Monday, June 17, 2013

Thoughts on Malas - Have They Become Too Much of a Fad?

Mala Style? Bodhiseed and African Trade Beads 

Are Malas Too Much of a Fad? (And What Malas Can Really Do - at the end)

This question has been running around in my mind a bit for quite a while.
It’s wonderful to find that so many people now resonate with the ideas of mindfulness, compassion, and meditation, and that wearing or using malas (Buddhist and Hindu prayer beads) helps.

Surprisingly, this "fad" has proven to be durable. Meeting mala-lovers worldwide in my mala shop has given me great hope for humanity, which seems to be going through a painful adolescence and needs all the help it can get.

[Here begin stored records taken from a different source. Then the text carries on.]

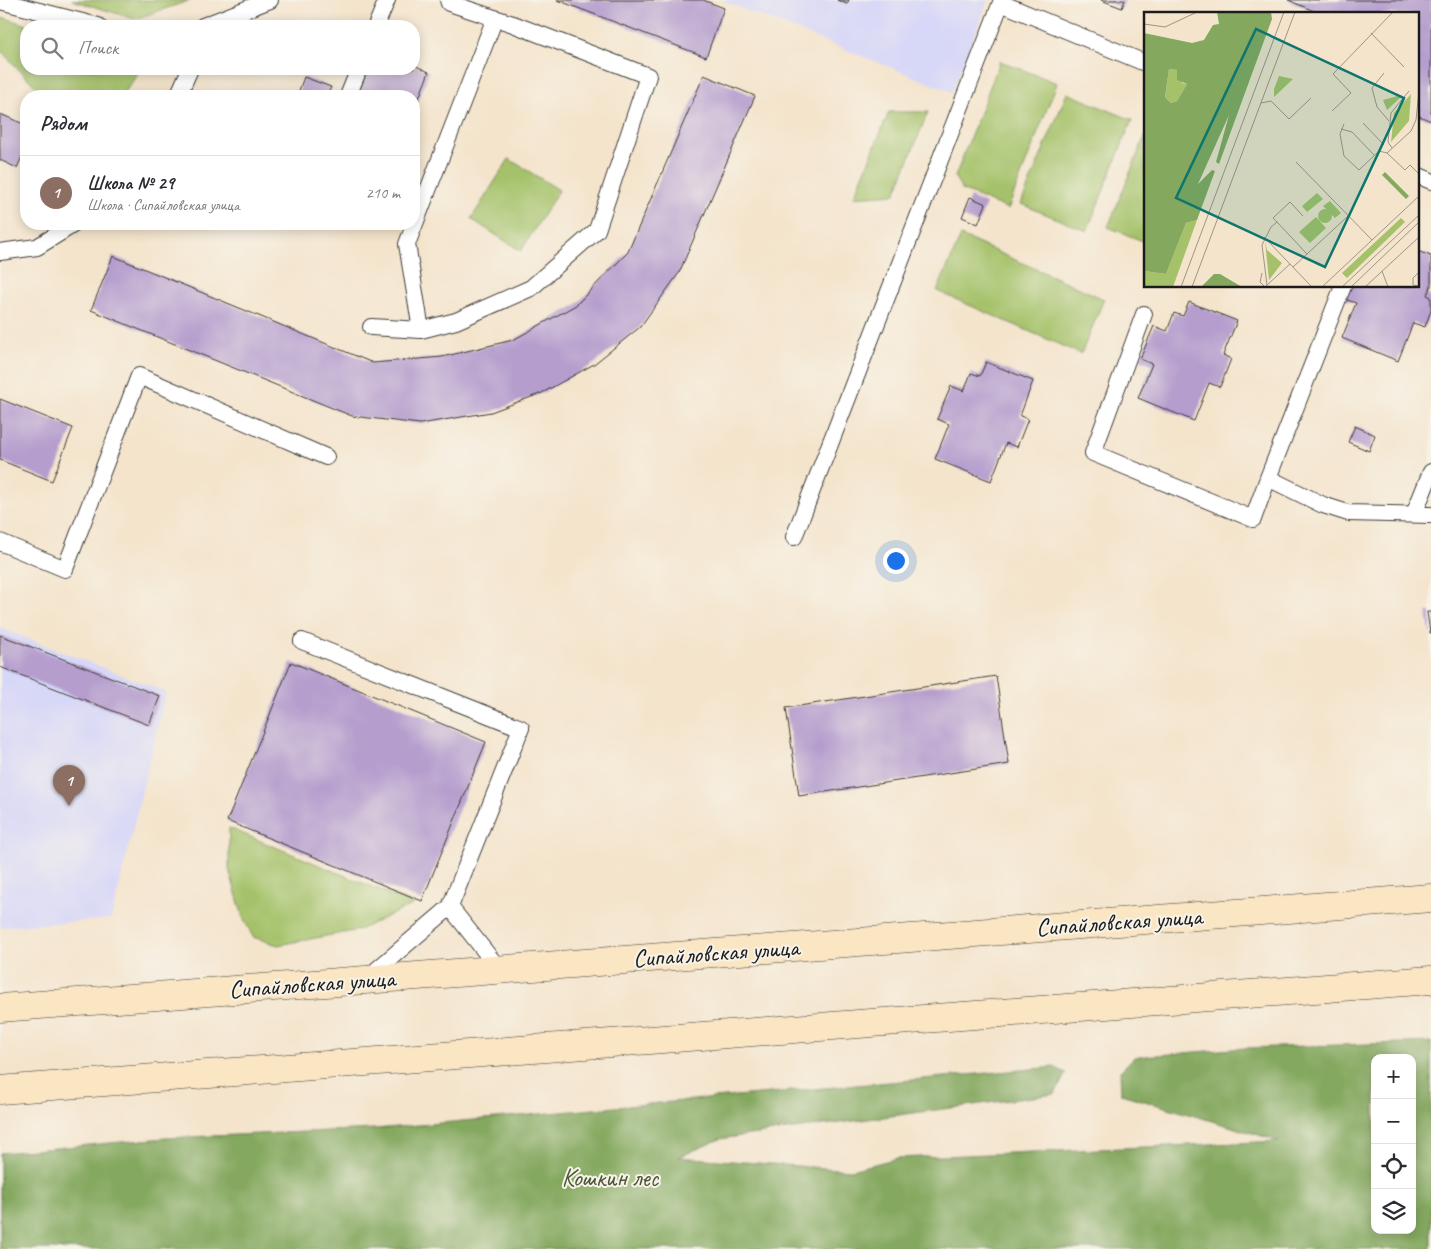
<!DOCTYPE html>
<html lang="ru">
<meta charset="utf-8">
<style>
:root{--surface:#fff;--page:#f7f7f7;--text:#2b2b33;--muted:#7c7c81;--line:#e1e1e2;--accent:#d93025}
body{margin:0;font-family:Caveat,sans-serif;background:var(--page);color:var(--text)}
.controls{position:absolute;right:15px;bottom:15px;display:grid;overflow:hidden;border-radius:10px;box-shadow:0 2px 12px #0003}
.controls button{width:45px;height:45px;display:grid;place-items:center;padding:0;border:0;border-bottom:1px solid var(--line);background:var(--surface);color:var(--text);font:25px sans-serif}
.you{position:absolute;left:895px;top:560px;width:18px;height:18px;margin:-12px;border:4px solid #fff;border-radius:50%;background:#1a73e8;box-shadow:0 0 0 8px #1a73e833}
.badge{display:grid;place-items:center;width:32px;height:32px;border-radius:50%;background:var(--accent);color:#fff;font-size:16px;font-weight:700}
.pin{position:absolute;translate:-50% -41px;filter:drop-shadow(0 1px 2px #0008)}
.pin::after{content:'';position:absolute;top:26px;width:18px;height:15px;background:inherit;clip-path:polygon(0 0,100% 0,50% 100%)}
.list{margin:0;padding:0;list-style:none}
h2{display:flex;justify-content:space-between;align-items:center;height:65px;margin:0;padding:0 20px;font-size:21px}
h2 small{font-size:16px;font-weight:400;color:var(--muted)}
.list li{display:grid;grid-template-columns:32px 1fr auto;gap:15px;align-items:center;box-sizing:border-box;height:75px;padding:0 20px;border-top:1px solid var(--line)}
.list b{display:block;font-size:19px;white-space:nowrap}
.list p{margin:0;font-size:16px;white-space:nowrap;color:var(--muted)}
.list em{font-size:16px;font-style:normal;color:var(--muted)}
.icon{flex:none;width:28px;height:28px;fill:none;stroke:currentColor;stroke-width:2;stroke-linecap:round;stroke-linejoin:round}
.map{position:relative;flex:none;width:1431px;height:1249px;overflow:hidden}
.search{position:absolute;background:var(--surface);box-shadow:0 2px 12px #0003;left:20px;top:20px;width:400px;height:55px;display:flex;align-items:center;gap:12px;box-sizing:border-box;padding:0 18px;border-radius:20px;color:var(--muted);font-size:19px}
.panel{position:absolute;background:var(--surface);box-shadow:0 2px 12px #0003;left:20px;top:90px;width:400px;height:140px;border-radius:20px}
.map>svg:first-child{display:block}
</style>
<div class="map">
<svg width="1431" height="1249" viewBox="0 0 1431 1249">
<rect width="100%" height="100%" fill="#f7f3e8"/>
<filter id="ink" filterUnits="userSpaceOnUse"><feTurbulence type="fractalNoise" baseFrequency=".02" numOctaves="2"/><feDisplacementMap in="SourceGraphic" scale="10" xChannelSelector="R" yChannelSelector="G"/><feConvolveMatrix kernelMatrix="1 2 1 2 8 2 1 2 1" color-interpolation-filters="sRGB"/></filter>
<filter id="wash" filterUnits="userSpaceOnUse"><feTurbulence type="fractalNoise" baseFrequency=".0096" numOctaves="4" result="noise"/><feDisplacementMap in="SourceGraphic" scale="20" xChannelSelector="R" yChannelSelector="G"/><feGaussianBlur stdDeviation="1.12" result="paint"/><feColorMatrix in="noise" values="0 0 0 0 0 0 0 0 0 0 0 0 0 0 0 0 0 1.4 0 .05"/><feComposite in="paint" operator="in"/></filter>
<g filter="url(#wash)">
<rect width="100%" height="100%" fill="#f4e4cc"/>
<path fill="#d7d7f8" d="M721,0H988L952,92Z
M0,628L166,692L111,919L0,927Z"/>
<path fill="#a5c26a" stroke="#606f43" d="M72,0H191L135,19Z
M5,18L30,26H26V69H137V75L122,96H45L0,50V20Z
M1000,61L1057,83L1008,209L962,190L955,177Z
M1067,93L1132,120L1087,231L1021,204Z
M889,112H928L895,194L854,197Z
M1145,136V242L1108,227Z
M509,159L559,190L521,251L471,219Z
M961,236L1104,299L1081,354L937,291Z
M229,828L414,904L359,930L278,945L253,937L243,917L229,869Z"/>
<path fill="#84a85e" stroke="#50623d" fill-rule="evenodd" d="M1431,1042V1249H0V1153L165,1138L375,1129L1054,1067L1066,1073L1055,1094L720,1139L679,1157L851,1170L898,1158L1279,1141L1121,1094L1120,1071L1134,1057L1245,1048ZM1375,1058H1412V1230H1375Z"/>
<g id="blocks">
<path fill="#b59ece" d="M557,0H703L724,8L706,57Z
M837,0H849L847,4Z
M1101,0H1125L1122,8Z
M1288,0H1431V121L1417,115V14H1321Z
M414,65L429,72L414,111V96H357L368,69H414Z
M704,75L755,96L679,273L640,327L594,364L542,393L491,412L420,424L352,416L91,310L113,256L373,363L442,357L513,340L576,305L628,252Z
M304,77L331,87L327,96H297Z
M0,114L26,125V147L17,168L0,160Z
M970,197L986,204L978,224L962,217Z
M1417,251L1431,256V286L1427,295L1431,297V310L1425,327L1413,323L1398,361L1342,338L1356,303L1344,299L1349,286H1417Z
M1189,302L1237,321L1223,355L1231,359L1220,387L1209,383L1194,421L1138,398L1152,364L1140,359L1154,326L1167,331L1174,313L1183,316Z
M986,362L1033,381L1020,416L1028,419L1017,447L1006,443L991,481L935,459L949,424L937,419L951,386L964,391L971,373L980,376Z
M0,399L73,428L52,481L0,460Z
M1355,426L1375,435L1369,451L1348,442Z
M1427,612H1431V633H1430Z
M0,635L160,696L149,725L0,667Z
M291,662L486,742L422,901L227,821Z
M996,676L1009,764L799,796L786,708Z"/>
</g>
</g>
<g filter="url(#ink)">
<use href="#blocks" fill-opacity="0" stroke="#3c3a36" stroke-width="1"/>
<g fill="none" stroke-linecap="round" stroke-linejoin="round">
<defs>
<path id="service" d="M0,1L98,26
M1001,3L1145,63
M203,26L270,0
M376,26L387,0
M178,96L190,69
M348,96L359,69
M1417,175L1431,181
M0,252L37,247L74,224
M1343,286L1268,478L1323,505L1348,513L1431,515
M1144,314L1093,453L1253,519L1268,478
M371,327L421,330L456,321L531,288L597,230L648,76L513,24L449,3L448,0
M421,330L407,244L495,18
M1414,514L1431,472
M794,537L1002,0
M0,542L65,569L139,376L326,457
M302,641L521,728L450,907L499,969
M366,979L450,907"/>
<path id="secondary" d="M0,1008L1431,898
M0,1090L1431,980"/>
</defs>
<use href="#service" stroke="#3c3a36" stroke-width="18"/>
<use href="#secondary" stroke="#3c3a36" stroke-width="29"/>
<use href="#service" stroke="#fff" stroke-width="16"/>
<use href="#secondary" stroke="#fbe6c4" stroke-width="28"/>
</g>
</g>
<g text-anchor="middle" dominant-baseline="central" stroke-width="4" stroke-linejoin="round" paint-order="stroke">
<g font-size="25" fill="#1c1c1c" stroke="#f7f3e8">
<text transform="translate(1119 922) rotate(-4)">Сипайловская улица</text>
<text transform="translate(716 953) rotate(-4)">Сипайловская улица</text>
<text transform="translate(312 984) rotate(-4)">Сипайловская улица</text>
</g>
<g font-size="25" fill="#4c5637" stroke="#f7f3e8">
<text x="610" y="1178">Кошкин лес</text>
</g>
</g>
<g transform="translate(1144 12)">
<rect width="275" height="275" fill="#f4e4cc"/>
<path d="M25,57L33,58L38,71L43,72L33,89L27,91L21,85ZM135,64L149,67L130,85V77ZM267,82L265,109L247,130L250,101ZM257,83V85L243,98L239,88ZM173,181L179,187L163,200L158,194ZM186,189L197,201L191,206L179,194ZM174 204a7 7 0 1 1 14 0a7 7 0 1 1-14 0ZM172,205L182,216L166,231L155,220ZM257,206L261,210L203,266L198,261ZM53,208L29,275H0V259L22,262L42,211ZM121,229L123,238L138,251L125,268Z" fill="#a5c26a"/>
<path d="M73,0H127L128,7L75,152L72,150L85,103L54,172L68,158L71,159L53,208L42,211L22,262L0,259V21L48,31L60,28L69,13L75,12ZM25,57L33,58V68L43,72L33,89L27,91L21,85ZM241,160L265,184L262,187L238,163ZM70,262H76L98,275H57Z" fill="#84a85e" fill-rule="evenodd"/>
<path fill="none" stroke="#9e9486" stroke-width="1" d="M0,12L21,15L53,0M227,21L260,55M240,61L228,76L233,95L245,109M275,79L272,108L267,119L243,141L261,158L266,153L275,162M117,91L127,89L145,107L167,86M188,99L207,81L189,62L249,0M219,111L240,133M200,112L196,122L200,144L215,158L235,139L243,141M197,117L208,120L230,143M248,136L244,130L247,101L265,79M152,150L228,228M133,210L129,206L146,190L159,204M120,225L168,275M149,255L163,242M238,259L244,275M275,260L269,266V273L275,274M118,261L116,270L121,275M123,273L118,233L127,215L133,210L163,242L204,204M122,274L146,252M37,275L140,0M48,275L151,0M178,275L275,184M198,275L275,203M207,275L275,210M221,275L275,225"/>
<path fill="#0f766e" fill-opacity="0.15" stroke="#0f766e" stroke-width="2.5" d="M112,17L260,86L181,255L32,186Z"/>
<rect width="275" height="275" fill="none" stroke="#1c1c1c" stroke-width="2.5"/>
</g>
</svg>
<div class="controls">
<button>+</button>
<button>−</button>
<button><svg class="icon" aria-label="locate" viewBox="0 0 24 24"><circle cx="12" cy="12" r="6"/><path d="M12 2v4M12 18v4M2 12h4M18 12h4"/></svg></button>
<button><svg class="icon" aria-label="layers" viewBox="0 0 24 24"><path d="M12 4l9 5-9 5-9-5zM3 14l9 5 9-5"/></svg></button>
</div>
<div class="you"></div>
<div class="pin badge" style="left:69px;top:806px;background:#8d6e63">1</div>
<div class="search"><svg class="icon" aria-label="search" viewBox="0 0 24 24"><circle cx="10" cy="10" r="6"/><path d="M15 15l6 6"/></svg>Поиск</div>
<section class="panel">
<h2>Рядом<small></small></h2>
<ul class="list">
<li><span class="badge" style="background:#8d6e63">1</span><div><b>Школа № 29</b><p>Школа · Сипайловская улица</p></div><em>210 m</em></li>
</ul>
</section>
</div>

This genuine spirit of change, hope, longing, and renewal seems to be growing.

Malas in Hollywood
It was with amusement that I again watched Julia Roberts' rudraksha mala beads swinging in Eat, Pray, Love, which was a superb book and a pretty good movie.

And a while ago, in a fit of having to get away from work, I went alone in the afternoon to see Wanderlust, the movie with Jennifer Aniston and Paul Rudd. They were a couple leaving their big city life and moving, abruptly and hilariously, to a utopian commune in southern Georgia.

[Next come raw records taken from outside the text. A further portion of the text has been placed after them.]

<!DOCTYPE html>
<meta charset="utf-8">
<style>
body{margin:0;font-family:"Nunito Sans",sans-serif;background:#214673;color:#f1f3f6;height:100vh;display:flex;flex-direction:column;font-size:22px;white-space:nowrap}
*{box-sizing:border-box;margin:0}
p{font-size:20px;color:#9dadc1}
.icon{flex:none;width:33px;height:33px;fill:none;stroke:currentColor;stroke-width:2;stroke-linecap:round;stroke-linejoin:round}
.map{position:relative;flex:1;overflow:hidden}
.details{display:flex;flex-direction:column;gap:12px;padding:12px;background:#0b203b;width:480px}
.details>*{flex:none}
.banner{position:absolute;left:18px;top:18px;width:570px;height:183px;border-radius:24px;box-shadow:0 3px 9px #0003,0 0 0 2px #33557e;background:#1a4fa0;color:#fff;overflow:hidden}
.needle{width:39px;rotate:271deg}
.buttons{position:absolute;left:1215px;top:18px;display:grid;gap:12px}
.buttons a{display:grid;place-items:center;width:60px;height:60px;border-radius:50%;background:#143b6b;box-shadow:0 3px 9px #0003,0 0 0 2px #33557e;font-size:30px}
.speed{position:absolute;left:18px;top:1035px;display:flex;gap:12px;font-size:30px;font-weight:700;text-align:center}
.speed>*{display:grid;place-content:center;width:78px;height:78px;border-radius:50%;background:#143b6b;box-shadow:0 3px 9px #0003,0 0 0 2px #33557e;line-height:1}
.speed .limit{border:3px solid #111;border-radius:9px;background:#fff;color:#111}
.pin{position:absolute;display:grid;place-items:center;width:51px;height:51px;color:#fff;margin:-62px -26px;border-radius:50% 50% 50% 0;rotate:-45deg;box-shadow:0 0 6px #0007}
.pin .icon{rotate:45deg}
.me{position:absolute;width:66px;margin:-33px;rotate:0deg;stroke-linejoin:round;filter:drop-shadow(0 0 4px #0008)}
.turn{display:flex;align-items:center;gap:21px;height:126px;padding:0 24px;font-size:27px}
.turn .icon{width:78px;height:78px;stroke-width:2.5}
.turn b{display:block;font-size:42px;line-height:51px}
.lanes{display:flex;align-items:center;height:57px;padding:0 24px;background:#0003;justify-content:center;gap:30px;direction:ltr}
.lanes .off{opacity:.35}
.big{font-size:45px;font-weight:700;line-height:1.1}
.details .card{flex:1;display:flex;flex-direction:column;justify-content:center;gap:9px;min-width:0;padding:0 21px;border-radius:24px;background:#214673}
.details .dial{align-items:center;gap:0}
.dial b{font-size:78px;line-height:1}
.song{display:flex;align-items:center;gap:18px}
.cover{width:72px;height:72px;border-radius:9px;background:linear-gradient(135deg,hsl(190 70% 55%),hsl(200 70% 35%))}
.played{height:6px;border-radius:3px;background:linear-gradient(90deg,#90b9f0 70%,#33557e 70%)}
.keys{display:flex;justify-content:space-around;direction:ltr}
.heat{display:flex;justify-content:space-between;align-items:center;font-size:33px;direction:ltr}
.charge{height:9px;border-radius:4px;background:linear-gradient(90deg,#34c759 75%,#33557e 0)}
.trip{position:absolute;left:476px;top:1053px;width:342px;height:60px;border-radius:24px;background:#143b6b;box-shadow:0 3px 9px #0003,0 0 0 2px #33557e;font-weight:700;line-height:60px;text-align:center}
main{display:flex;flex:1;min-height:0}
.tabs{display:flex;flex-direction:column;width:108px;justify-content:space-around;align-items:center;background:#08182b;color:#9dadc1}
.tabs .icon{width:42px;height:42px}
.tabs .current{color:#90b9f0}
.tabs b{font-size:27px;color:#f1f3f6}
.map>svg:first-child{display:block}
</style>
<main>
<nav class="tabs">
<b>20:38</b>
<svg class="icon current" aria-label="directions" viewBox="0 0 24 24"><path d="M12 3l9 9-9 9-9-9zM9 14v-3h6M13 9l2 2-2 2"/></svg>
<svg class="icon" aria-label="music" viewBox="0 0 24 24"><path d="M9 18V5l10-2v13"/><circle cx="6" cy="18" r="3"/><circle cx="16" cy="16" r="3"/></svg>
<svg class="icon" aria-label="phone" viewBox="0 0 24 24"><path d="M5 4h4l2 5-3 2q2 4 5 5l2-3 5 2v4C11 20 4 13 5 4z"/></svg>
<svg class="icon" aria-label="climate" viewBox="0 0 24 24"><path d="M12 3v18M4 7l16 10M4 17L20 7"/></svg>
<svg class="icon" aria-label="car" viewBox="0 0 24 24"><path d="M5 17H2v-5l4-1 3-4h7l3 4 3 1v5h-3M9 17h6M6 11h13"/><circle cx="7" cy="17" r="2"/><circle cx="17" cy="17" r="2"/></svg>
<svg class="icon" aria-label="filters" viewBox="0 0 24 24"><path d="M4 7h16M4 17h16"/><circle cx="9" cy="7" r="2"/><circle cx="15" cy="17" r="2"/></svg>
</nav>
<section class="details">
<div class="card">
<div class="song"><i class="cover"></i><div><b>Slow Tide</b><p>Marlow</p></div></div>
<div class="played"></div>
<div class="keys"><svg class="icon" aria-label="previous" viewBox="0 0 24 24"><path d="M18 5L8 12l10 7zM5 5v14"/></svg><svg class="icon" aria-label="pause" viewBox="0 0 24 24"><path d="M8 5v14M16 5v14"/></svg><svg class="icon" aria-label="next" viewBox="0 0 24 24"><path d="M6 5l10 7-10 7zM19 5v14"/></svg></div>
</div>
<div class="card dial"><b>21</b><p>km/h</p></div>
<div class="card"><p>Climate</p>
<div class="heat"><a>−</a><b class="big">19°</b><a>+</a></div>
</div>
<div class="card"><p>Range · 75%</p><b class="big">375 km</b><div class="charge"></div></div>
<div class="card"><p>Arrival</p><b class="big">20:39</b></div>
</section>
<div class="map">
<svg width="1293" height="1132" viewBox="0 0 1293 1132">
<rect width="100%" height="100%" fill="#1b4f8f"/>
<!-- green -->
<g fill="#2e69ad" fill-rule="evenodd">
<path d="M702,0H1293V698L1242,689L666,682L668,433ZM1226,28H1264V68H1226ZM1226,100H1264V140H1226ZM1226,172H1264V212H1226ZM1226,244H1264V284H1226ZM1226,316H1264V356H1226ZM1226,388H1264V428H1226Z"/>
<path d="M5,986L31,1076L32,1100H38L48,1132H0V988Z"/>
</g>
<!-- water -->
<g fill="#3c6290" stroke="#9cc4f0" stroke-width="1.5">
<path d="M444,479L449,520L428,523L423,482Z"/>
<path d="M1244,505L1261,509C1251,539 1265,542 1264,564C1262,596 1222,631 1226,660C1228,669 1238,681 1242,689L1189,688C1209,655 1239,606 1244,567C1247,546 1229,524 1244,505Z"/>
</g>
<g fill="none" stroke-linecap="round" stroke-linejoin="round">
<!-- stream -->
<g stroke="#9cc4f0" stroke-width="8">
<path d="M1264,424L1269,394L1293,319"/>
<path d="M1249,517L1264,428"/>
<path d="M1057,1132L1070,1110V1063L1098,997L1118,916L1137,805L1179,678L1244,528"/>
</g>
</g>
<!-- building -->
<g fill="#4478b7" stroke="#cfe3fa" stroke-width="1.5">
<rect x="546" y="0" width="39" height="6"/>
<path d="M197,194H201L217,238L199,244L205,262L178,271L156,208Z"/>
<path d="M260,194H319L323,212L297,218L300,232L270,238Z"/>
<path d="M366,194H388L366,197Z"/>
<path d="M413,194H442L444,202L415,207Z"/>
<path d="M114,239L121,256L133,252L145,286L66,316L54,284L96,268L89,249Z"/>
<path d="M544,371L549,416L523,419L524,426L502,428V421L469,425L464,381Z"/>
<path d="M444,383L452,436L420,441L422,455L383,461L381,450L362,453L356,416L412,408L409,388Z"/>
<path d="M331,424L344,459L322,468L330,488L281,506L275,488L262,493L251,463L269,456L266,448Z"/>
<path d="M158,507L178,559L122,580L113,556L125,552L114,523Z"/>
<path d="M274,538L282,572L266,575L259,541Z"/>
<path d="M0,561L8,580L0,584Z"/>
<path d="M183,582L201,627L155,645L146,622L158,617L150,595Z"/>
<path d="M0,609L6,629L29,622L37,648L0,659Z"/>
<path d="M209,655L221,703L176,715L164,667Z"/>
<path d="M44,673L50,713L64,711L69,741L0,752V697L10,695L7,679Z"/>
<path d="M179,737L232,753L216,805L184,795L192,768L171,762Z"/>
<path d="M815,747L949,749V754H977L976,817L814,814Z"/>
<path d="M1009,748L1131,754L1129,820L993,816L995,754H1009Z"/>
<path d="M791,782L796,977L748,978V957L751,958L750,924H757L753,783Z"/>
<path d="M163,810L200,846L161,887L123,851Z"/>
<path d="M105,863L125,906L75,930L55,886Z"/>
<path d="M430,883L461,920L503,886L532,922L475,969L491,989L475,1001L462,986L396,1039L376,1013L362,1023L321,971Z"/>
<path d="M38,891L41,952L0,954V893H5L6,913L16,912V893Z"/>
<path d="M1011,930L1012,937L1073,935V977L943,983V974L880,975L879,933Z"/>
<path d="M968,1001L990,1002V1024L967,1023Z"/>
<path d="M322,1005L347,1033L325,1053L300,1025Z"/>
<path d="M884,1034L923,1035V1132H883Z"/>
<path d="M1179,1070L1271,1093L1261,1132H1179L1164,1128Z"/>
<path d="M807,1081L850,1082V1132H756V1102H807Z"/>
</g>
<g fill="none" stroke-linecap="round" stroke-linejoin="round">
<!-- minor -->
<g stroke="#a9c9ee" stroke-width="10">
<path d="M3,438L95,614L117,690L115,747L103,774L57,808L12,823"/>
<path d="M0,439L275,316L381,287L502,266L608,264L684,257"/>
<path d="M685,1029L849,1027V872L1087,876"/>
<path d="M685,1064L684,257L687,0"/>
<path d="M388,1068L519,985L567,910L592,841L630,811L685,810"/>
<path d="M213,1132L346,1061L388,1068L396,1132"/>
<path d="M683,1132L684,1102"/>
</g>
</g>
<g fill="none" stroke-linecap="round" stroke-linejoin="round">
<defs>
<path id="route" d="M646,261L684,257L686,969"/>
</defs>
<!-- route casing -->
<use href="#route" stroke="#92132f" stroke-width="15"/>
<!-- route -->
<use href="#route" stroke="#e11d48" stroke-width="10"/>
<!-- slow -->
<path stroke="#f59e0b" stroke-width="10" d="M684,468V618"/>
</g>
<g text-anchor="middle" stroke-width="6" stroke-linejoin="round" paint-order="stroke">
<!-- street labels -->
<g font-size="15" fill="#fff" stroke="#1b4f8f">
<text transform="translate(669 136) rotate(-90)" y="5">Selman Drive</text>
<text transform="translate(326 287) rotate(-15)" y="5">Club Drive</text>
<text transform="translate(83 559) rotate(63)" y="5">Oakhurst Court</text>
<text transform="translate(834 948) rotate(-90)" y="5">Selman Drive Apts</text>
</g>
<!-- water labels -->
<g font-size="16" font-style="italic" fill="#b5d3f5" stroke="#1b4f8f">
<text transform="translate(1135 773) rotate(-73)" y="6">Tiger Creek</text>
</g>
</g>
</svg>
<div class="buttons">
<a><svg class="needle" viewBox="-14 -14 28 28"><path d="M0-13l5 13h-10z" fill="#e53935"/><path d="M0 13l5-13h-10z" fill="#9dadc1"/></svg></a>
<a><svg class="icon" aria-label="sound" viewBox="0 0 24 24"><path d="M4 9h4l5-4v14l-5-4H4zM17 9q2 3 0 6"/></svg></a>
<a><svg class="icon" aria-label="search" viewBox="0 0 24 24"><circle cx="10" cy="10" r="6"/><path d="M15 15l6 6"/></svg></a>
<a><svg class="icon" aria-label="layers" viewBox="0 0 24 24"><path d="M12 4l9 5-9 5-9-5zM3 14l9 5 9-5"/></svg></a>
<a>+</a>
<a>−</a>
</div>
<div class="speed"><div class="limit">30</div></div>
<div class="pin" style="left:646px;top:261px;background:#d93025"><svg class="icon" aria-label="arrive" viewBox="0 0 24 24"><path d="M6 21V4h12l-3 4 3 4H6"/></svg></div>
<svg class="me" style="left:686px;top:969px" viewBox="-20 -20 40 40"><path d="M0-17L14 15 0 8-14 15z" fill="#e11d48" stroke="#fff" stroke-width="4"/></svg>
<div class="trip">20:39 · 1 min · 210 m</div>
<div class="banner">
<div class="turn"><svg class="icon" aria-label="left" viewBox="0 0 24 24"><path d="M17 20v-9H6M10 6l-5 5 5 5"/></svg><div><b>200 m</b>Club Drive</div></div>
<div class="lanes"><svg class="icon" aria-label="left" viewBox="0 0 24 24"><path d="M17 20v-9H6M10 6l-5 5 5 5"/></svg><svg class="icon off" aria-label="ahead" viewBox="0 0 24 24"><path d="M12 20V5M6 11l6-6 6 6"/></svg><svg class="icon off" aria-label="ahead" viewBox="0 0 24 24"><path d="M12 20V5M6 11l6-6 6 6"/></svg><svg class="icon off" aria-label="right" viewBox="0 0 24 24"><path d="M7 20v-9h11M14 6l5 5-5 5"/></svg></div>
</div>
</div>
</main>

I did laugh a lot, but several annoying things kept dangling in front of me.  The yoga guru-cad character adorned himself with several malas around the neck and many on his arm. I thought, how funny, how beautiful they are, but...
How strange.

Here this movie was, showing me that Hollywood's idea of a stereotypical yogi-hippy dude must wear some malas with bedraggled tassels to make him appear both trendy and laughable. Jennifer Aniston's wrist malas were bunched in groups of three and four on her arms. I love the look, I love the feel, but the fact that this was a satire made me uncomfortable about how malas were used.

The Beginning of the End?

I hoped that this didn't mean the beginning of the end; that people would continue to believe in their malas, these small bits of stone and cord that symbolize our best selves calling to us, representing connection with the divine.  I hoped that as a culture we could move beyond simply believing animistically that rocks bring us power, or that seeds hold blessing simply by existing. Do we really think that a necklace will make us both cool and immortal? Yes, many people do. But there’s more to a mala than the power of its “ingredients”!

I hope we survive this cultural movement, that people move beyond the trendy and deepen their yoga and spiritual practices. Because we need beliefs and practices that can sustain us through change and even turbulence.

What Can a Mala Really Do?

Malas can help focus and guide us back to our true selves, to our centers, and to union with the divine in whatever positive form that takes for us.
Let the beads be free–free of cliché and free of superstitious expectation. Let them be our companions and remind us of our true selves. May all being be happy and free of suffering.